• **AVAILABLE DATA**:
== Segment start ==
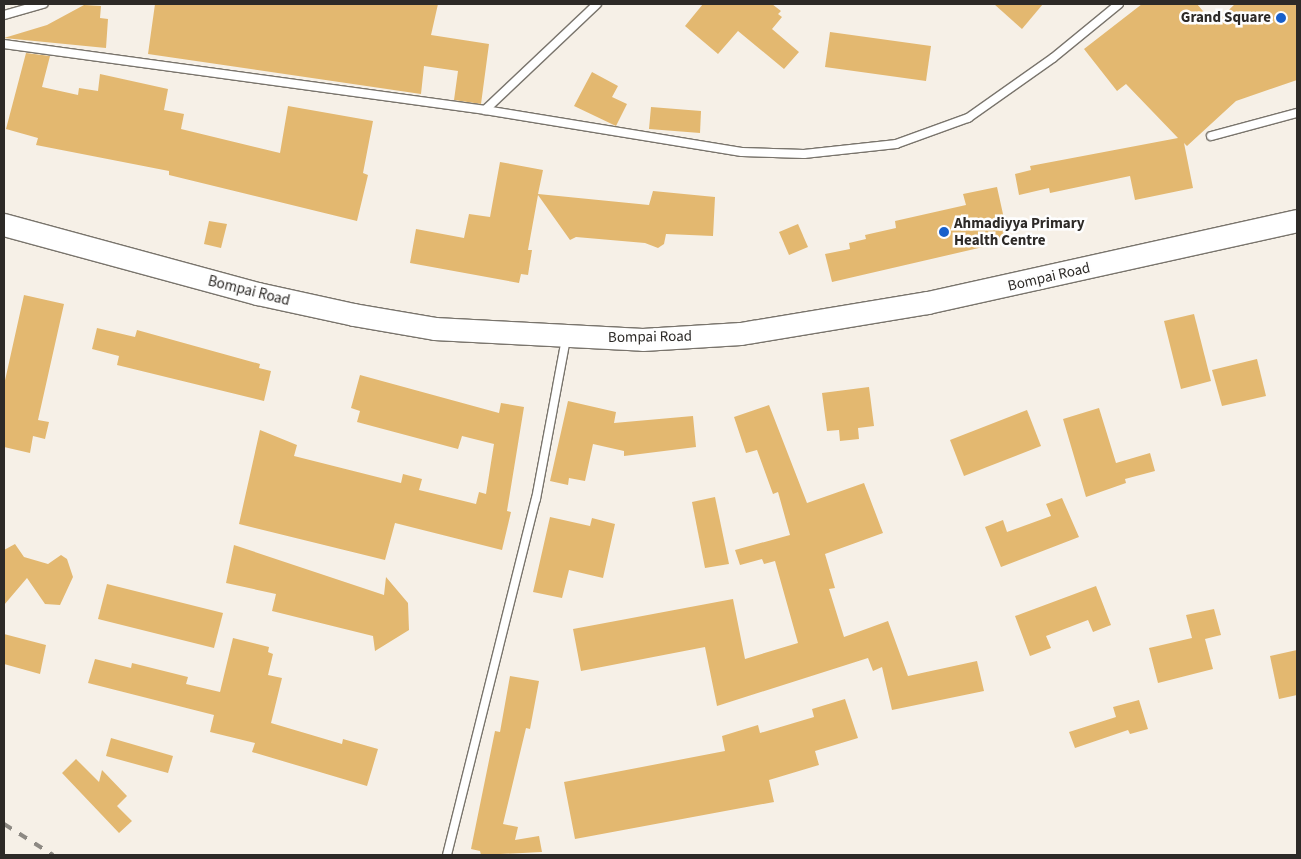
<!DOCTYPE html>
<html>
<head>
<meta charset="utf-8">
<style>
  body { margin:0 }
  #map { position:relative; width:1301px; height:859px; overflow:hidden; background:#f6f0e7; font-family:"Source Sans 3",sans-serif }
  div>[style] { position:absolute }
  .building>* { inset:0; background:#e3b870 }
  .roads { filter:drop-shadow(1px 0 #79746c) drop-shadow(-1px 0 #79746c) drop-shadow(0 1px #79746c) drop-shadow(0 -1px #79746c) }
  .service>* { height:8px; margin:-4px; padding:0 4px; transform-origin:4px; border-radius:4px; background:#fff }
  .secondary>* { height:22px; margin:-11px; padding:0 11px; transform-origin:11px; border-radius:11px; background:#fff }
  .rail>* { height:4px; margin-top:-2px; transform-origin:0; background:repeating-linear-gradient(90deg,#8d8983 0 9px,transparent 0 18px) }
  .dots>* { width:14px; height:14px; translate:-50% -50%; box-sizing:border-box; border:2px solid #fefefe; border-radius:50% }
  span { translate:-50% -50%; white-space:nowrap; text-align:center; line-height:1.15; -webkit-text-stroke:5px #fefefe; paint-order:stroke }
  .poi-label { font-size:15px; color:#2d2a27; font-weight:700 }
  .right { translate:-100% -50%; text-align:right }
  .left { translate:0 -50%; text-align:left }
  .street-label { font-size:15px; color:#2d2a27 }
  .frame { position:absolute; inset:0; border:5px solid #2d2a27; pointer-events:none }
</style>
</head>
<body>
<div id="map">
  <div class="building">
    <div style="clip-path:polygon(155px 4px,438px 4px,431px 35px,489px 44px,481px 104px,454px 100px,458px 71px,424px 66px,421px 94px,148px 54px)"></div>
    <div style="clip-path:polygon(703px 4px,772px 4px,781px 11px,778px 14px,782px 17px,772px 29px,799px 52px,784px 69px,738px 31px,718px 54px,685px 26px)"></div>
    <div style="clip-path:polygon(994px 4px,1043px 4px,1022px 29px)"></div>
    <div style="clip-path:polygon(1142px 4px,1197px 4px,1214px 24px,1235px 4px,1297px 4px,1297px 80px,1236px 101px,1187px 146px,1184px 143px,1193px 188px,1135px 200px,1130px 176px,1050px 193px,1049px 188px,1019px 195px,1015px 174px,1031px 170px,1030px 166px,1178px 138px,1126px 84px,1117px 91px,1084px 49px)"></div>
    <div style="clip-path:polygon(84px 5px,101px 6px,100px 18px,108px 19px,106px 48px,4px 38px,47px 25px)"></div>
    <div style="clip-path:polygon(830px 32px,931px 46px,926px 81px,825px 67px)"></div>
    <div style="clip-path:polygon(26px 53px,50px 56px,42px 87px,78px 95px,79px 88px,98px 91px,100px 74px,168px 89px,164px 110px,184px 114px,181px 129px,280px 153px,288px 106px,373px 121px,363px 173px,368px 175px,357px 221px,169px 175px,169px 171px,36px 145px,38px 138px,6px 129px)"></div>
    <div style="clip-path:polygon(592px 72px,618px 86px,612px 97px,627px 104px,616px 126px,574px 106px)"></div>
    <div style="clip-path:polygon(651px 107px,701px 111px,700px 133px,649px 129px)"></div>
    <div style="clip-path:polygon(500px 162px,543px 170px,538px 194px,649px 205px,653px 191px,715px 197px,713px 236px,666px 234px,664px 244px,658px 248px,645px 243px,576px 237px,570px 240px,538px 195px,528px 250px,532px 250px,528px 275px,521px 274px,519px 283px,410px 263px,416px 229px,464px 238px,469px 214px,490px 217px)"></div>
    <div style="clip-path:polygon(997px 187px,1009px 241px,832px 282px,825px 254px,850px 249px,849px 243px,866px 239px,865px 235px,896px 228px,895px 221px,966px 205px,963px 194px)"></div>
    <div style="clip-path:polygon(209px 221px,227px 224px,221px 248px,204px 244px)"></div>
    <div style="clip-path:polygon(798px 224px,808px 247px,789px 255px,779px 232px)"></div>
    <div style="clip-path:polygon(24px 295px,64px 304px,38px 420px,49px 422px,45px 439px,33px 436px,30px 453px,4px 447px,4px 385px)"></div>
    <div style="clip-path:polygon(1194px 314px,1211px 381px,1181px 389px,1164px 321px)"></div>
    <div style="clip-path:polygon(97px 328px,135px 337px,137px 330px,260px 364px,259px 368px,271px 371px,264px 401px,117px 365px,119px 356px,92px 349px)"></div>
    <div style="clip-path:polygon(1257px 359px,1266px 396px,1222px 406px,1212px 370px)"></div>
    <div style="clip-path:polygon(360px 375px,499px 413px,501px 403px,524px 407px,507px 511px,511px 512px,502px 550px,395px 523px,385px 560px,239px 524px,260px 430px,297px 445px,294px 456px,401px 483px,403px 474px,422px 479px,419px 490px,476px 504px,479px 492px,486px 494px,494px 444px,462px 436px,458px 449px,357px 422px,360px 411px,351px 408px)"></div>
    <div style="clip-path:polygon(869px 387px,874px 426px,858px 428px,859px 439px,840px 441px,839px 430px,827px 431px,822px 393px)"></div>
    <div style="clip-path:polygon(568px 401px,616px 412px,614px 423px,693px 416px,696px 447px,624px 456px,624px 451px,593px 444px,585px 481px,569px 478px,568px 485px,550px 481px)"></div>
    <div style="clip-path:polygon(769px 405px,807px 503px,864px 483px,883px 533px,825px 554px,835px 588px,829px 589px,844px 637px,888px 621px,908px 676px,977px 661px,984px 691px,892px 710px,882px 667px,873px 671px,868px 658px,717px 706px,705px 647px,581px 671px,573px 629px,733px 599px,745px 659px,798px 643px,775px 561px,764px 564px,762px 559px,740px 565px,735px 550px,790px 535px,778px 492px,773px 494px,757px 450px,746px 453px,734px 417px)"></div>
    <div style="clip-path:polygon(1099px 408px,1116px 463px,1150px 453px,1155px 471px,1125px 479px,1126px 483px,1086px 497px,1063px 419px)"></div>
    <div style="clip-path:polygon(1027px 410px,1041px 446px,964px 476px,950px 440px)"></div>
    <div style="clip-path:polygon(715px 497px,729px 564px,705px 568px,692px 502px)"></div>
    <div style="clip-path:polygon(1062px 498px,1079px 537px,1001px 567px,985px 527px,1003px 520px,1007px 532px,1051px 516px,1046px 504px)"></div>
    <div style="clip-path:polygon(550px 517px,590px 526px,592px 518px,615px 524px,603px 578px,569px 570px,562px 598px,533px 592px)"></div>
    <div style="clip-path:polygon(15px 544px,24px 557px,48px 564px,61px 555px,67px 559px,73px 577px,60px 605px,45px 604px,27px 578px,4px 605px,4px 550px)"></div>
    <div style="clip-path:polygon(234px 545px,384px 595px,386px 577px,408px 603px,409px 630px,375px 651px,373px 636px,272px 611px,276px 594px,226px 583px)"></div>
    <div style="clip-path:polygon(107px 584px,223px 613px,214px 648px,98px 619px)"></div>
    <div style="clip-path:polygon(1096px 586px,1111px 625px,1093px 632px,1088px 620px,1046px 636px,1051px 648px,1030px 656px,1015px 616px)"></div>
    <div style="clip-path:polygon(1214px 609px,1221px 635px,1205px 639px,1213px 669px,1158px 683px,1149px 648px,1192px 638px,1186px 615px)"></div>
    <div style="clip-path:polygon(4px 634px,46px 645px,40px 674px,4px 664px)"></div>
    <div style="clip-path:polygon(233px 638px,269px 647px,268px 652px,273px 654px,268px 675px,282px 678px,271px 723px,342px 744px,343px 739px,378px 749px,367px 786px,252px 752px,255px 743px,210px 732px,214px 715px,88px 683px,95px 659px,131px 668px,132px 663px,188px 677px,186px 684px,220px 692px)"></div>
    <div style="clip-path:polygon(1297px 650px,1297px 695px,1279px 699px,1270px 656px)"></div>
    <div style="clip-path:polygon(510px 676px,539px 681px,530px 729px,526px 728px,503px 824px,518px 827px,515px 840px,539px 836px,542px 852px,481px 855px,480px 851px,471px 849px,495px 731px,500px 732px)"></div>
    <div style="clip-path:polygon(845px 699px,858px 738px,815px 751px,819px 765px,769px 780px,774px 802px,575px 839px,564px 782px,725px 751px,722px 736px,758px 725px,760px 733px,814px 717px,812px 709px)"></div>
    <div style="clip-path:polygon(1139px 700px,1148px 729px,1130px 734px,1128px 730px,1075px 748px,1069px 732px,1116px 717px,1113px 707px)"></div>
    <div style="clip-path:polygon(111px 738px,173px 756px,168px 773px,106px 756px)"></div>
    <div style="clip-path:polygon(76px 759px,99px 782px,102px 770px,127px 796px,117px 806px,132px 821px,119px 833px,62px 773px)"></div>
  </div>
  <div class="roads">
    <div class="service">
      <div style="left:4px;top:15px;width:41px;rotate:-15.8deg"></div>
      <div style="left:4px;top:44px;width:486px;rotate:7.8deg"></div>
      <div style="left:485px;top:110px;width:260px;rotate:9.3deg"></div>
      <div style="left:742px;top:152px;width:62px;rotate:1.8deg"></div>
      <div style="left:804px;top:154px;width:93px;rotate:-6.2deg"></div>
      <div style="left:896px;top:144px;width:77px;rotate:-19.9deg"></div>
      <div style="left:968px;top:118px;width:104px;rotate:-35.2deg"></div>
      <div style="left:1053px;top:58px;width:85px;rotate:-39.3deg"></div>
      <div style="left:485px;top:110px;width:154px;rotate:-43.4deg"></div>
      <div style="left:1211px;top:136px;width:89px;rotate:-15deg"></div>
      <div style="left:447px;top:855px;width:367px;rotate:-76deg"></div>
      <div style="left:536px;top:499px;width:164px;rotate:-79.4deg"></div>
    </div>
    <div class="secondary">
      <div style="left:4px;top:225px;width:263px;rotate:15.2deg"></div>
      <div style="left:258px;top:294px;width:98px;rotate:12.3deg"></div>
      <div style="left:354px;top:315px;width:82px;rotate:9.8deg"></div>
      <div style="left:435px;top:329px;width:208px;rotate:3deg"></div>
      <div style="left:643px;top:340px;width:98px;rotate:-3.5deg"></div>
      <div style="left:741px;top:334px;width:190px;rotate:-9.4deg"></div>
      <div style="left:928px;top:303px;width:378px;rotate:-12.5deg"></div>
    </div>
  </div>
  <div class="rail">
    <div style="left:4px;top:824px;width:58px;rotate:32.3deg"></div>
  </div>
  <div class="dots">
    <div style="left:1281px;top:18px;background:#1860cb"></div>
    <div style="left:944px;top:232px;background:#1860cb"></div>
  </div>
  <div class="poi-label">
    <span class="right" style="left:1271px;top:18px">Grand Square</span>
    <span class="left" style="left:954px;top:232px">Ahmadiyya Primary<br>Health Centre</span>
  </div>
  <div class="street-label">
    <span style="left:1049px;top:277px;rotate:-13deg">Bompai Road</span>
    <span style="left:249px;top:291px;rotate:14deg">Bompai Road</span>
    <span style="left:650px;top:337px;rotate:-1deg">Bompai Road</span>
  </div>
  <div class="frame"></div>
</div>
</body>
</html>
== Segment end ==
• **EXERCISE OBJECTIVE**:
Set down the records above word for word, from the first line through the line containing "filter:drop-shadow(1px 0 #79746c)", both included; leave out the pictures.

• **SOLVED EXERCISE**:
<!DOCTYPE html>
<html>
<head>
<meta charset="utf-8">
<style>
  body { margin:0 }
  #map { position:relative; width:1301px; height:859px; overflow:hidden; background:#f6f0e7; font-family:"Source Sans 3",sans-serif }
  div>[style] { position:absolute }
  .building>* { inset:0; background:#e3b870 }
  .roads { filter:drop-shadow(1px 0 #79746c) drop-shadow(-1px 0 #79746c) drop-shadow(0 1px #79746c) drop-shadow(0 -1px #79746c) }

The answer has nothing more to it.